BEGIN Listed entries
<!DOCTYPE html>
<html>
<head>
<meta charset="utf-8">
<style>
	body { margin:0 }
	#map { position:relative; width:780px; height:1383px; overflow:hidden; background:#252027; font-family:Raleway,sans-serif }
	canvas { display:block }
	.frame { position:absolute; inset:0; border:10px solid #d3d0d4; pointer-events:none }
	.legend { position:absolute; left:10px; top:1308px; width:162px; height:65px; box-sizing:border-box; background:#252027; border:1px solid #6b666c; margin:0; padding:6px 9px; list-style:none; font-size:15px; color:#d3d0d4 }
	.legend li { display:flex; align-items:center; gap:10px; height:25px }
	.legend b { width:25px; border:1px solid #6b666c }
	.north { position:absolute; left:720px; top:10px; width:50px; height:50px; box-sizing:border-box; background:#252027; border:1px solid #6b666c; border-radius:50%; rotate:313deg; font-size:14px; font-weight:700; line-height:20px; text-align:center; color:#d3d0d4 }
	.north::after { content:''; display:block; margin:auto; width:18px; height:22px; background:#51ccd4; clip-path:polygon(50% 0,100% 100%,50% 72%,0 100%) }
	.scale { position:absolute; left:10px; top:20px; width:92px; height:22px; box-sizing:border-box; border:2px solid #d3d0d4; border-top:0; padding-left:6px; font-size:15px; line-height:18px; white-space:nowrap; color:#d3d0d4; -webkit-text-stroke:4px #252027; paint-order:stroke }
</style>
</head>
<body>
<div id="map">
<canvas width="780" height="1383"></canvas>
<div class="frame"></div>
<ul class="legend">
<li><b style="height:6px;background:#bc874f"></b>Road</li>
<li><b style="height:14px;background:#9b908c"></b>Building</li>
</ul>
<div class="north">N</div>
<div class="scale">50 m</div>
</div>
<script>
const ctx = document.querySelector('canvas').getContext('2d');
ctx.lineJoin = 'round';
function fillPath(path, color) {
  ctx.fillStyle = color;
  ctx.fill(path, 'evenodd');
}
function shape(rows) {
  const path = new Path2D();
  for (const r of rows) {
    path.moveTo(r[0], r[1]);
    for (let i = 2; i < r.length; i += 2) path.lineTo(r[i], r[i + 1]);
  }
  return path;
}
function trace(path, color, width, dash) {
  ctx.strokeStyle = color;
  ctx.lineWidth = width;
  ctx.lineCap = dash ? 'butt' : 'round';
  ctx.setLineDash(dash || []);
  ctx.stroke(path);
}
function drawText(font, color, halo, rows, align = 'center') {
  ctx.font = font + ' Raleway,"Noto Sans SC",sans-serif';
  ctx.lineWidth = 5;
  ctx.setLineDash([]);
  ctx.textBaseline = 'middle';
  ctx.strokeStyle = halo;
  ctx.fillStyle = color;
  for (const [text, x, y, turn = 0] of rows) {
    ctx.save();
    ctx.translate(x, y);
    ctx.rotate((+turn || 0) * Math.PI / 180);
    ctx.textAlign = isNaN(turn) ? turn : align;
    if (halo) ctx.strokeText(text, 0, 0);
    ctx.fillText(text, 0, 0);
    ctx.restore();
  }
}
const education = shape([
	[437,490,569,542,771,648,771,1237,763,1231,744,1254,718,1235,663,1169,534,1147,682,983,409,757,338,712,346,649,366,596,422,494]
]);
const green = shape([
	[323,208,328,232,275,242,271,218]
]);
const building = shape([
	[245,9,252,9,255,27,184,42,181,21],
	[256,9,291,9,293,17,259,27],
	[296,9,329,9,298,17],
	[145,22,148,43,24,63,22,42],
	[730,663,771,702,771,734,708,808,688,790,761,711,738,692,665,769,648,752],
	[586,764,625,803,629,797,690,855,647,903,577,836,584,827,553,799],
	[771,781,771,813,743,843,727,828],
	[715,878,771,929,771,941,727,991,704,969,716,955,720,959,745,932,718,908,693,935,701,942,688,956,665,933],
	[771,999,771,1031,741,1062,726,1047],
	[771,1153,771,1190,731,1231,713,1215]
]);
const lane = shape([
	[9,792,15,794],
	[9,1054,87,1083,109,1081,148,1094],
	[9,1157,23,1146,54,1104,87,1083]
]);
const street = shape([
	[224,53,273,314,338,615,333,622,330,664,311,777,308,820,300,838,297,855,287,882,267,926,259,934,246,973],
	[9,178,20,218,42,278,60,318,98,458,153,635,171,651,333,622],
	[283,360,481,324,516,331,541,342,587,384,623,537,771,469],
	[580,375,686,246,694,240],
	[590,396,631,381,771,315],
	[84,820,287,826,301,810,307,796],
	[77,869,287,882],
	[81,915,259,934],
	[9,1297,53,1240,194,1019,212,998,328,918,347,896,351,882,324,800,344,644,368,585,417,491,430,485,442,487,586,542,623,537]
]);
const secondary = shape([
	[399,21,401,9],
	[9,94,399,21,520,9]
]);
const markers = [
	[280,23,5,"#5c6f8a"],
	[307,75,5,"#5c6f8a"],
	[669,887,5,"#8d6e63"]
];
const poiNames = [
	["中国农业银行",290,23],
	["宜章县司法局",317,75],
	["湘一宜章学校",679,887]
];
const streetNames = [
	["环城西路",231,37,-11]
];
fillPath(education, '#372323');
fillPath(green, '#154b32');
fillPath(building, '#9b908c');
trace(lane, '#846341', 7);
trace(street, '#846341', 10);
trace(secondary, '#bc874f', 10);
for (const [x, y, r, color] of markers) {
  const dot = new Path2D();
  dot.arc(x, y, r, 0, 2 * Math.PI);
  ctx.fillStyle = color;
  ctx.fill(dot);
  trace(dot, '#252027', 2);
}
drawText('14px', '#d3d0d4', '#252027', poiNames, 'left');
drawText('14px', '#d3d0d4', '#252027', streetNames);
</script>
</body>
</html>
END Listed entries
--- Exercise aim ---
Beginning at the first line of the data above, retype each line until you reach the line containing "position:absolute; inset:0; border:10px", and include that one too. Add nothing else.

--- Result of the task ---
<!DOCTYPE html>
<html>
<head>
<meta charset="utf-8">
<style>
	body { margin:0 }
	#map { position:relative; width:780px; height:1383px; overflow:hidden; background:#252027; font-family:Raleway,sans-serif }
	canvas { display:block }
	.frame { position:absolute; inset:0; border:10px solid #d3d0d4; pointer-events:none }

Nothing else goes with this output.